For a phone call or a personal meeting to achieve anything, one of the parties will need to take the first step and compromise on the S-400 issue to achieve a fresh start in the decades-old relationship. And it is extremely unlikely that the U.S. will take such a step; especially with U.S. Congress expecting the Biden administration to impose CAATSA sanctions on Turkey as described in the recent appropriations act for the Department of Defense.
On the other hand, it is true that consecutive U.S. administrations seem to have made peace with a more independent Turkey that tries to assert herself in the region while also acting as a strategic NATO partner in many areas.
Which one is more costly?
The latter makes sense from a superpower’s perspective. Turkey’s existence within the western camp as an ally is more important than containing certain regional ambitions Erdoğan might foster. In other words, Turkey remaining part of Western political and security architecture is of higher strategic value than stopping Turkey from exercising some degree of extra autonomy regionally. In combination with institutional cooperation on a number of important issues, the U.S. is reluctant to allow regional problems to turn into structural obstacles to the relationship.
The Turkish leadership, on the other hand, is adamant to hold on to a certain degree of autonomy in its foreign policy for various reasons. Partly this is because of domestic political concerns to appease the AK Party base which strongly feels that Turkey is finally reaching its potential by gaining greater independence from the West.
Turkish autonomy from Western defense
But perhaps more importantly, the desire for more autonomy from the West also reflects the majority view in Turkey’s current security bureaucracy.

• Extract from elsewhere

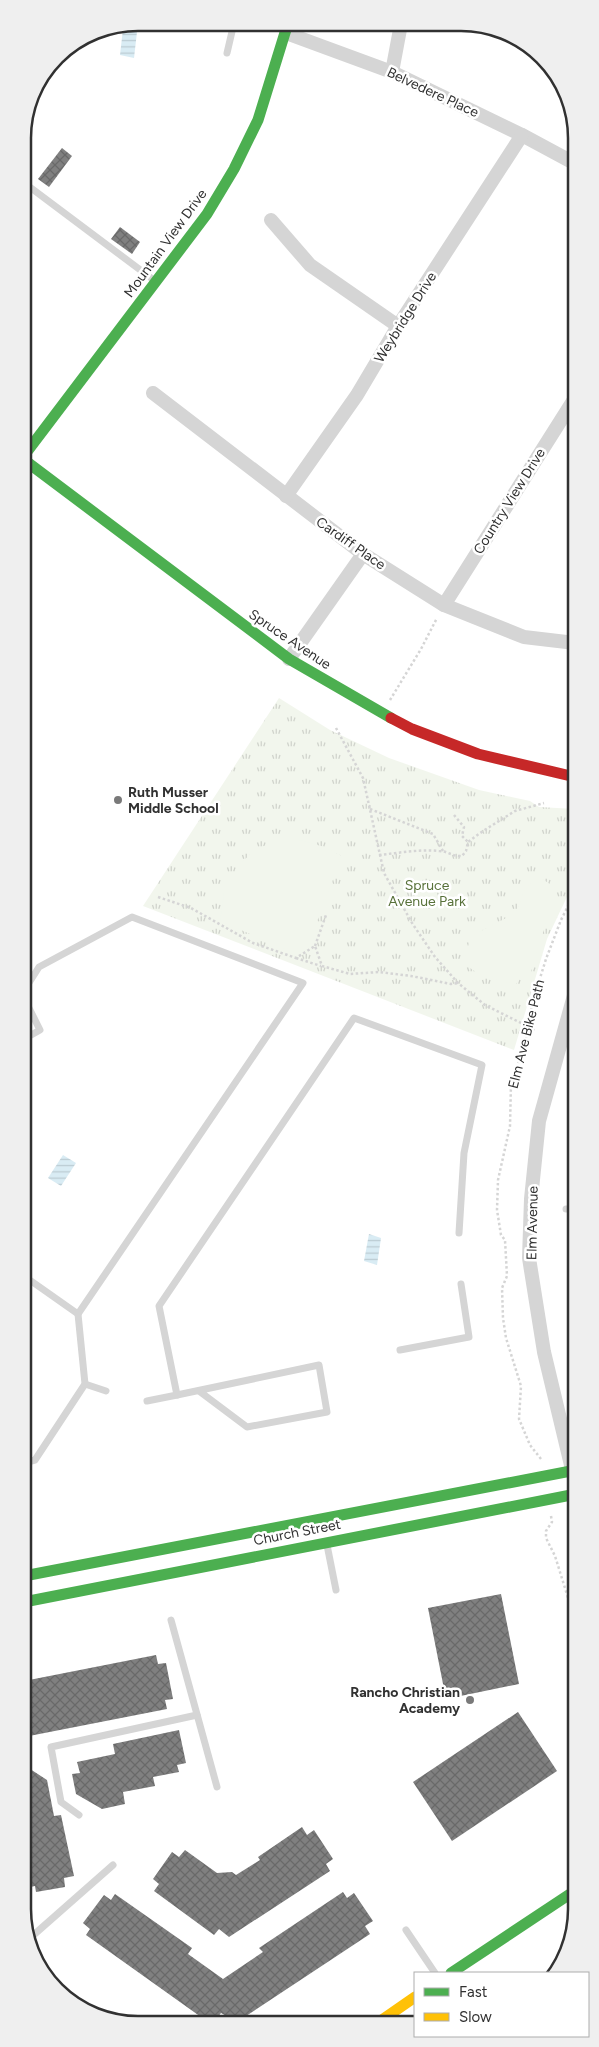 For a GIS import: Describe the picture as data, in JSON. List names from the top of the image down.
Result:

Managing Turkey’s newfound autonomy in foreign policy requires great delicacy and a very high level of diplomatic aptitude. When handled with care, it leads to admiration but when handled carelessly, both friend and foe will quickly grow more skeptical of Turkey’s intentions.
Similarly, experienced American foreign policymakers realize that pushing Turkey into the arms of an adversary, i.e. Russia, is not in the American interest. If Turkey is pushed away and is motivated to completely break ties with the U.S., this will cause inconceivable problems for American interests in the region and for the broader Western alliance as well while undermining NATO’s integrity.
Could Erdoğan show S-400 “flexibility”?
Many analysts who follow Turkey closely are familiar with the level of pragmatism that Erdoğan can display when he feels the conditions require such a change of policy. The key question is whether he will show such pragmatism on the S-400 issue. His current position indicates that he will not compromise. In fact, Turkish officials recently announced that negotiations are ongoing with Russia for a second system to be purchased from Russia. On the other hand, we have examples of the release of Pastor Brunson and journalist Deniz Yücel in the recent past.
We are not beyond repair; not yet. But if both sides continue to take this relationship for granted, we risk a more structural break.
I don’t think there is much time left. At this stage, I believe that Erdoğan, who is constantly raising his hand, will soon see that the phone he expects from Biden is not going to make much sense and will have to take the first step towards softening relations by confronting real politics.
Turkey needs to break the negative dynamic and return to strategic thinking on both sides or we will all lose more than we care to miss.